Where does the word "which" appear in the data? Copy every line that holds it.
##### Data extract #####
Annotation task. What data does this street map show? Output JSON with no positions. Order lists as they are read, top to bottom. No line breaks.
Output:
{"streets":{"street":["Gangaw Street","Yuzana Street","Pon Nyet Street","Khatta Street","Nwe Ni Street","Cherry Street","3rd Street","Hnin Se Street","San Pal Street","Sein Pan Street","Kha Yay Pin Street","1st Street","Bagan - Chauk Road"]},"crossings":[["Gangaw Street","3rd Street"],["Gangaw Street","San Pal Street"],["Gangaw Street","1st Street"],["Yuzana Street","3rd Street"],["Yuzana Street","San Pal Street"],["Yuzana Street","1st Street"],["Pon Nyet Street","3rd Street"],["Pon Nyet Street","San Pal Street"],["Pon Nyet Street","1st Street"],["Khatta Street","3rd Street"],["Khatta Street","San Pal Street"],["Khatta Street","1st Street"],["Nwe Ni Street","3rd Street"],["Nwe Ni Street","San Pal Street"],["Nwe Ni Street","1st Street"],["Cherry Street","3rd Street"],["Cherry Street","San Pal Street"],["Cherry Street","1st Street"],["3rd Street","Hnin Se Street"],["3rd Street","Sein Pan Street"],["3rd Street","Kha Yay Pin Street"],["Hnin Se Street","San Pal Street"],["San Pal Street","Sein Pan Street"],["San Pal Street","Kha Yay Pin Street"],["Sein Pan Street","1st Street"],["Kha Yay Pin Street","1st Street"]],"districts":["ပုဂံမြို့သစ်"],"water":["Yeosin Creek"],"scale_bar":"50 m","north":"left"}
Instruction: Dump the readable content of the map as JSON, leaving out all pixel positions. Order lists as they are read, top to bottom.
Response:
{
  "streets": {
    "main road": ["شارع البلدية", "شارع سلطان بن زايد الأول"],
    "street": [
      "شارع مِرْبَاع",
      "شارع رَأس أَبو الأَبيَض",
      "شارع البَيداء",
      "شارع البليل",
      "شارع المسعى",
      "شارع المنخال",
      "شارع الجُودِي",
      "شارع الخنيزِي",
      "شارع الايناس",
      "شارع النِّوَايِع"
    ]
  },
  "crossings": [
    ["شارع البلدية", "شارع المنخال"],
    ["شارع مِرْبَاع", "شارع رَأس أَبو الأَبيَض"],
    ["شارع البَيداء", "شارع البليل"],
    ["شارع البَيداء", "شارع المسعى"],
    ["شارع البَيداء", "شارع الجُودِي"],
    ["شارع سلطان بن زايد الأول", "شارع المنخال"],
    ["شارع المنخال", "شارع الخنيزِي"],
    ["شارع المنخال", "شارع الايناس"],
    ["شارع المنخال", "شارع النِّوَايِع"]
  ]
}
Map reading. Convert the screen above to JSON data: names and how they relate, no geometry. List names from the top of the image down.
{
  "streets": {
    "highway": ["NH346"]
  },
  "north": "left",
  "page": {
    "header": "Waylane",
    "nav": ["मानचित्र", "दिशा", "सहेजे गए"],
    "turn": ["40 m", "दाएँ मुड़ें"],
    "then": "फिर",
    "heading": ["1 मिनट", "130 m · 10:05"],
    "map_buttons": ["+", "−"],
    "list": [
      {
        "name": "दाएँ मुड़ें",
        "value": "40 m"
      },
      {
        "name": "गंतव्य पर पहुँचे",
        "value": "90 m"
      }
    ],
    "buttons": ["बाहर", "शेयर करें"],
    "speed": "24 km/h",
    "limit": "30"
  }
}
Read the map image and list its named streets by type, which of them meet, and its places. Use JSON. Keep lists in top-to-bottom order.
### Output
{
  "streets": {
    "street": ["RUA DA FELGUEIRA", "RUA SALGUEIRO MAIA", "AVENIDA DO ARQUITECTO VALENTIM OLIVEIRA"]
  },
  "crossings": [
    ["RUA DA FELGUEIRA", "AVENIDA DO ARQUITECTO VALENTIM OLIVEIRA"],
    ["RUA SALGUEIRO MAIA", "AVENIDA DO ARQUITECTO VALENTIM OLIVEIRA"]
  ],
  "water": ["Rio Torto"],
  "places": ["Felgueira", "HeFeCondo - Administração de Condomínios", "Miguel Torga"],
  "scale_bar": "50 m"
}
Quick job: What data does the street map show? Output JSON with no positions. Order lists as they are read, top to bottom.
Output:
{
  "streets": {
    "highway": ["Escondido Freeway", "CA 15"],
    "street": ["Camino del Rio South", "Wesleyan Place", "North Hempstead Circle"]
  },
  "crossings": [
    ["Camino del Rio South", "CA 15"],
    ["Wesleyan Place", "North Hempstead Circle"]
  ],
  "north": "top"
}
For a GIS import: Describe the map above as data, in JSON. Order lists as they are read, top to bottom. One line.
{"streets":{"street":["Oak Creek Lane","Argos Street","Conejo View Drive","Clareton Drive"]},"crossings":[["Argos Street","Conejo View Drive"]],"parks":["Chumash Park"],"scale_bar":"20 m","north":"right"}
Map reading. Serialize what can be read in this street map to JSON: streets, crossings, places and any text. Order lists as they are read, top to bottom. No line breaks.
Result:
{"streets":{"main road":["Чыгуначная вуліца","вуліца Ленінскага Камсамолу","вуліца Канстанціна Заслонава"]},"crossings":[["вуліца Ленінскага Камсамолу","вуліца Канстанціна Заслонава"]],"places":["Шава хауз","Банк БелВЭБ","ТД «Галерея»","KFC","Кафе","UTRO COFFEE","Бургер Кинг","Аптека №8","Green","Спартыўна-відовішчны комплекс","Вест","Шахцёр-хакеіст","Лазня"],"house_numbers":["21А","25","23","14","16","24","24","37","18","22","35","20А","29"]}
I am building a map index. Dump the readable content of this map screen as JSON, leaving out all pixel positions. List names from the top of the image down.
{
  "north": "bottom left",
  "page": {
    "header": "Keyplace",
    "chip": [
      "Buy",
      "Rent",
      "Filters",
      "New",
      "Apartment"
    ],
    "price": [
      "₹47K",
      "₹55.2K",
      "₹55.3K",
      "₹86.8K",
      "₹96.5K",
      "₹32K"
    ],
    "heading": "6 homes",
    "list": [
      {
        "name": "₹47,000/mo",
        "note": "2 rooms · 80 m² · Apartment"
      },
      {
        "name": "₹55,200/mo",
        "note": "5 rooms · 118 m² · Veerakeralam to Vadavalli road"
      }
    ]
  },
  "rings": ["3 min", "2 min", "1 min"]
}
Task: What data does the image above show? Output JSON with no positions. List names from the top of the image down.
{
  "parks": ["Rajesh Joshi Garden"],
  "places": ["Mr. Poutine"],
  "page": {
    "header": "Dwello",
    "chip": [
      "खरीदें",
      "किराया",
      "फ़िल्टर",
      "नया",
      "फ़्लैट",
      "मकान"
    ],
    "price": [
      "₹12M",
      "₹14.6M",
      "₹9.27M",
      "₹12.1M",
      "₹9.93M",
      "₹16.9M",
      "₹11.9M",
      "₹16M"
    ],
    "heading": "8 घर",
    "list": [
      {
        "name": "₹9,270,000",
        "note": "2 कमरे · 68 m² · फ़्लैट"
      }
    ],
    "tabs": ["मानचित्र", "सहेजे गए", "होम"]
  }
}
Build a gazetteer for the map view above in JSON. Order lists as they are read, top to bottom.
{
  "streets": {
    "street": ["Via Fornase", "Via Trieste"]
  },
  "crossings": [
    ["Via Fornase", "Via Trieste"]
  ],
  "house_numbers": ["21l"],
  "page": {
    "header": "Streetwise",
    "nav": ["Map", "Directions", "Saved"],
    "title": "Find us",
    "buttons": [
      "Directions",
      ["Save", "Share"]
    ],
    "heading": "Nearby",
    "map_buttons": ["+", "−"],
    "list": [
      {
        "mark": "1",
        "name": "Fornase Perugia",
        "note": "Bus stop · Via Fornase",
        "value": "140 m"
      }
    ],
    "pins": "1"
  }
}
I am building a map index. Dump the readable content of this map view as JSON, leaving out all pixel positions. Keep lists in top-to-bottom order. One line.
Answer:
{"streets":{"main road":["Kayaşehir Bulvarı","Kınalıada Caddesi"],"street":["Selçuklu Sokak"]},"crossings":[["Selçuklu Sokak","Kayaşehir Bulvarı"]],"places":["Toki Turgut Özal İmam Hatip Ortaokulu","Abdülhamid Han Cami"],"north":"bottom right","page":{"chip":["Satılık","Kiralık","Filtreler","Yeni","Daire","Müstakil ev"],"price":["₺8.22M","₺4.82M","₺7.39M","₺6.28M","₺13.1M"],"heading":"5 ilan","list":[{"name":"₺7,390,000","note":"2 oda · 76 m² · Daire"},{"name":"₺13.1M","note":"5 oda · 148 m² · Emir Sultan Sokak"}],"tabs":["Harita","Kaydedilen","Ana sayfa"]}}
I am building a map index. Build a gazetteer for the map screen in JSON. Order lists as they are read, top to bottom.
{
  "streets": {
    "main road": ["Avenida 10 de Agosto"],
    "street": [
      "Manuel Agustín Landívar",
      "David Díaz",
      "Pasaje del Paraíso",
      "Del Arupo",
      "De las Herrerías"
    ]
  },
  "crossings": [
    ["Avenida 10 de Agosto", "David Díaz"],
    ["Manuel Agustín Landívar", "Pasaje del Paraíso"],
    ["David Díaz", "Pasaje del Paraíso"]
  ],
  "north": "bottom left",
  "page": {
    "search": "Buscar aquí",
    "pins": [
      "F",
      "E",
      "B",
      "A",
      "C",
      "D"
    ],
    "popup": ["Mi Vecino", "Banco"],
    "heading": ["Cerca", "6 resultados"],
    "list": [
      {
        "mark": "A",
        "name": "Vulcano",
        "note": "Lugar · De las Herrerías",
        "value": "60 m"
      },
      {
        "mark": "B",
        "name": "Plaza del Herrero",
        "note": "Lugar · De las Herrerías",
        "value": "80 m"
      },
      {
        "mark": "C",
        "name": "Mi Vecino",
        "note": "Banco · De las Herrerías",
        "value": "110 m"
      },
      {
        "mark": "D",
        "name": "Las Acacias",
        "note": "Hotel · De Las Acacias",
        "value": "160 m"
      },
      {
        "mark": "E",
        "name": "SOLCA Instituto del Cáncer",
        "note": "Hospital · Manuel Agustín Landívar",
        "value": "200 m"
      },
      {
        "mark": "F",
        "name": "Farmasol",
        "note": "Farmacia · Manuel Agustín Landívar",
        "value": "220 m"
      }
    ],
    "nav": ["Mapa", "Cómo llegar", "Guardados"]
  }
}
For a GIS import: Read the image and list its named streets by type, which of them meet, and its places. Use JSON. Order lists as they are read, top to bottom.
#####
Your response:
Read the map image and list its named streets by type, which of them meet, and its places. Use JSON. Keep lists in top-to-bottom order.
For a GIS import: Read the image and list its named streets by type, which of them meet, and its places. Use JSON. Order lists as they are read, top to bottom.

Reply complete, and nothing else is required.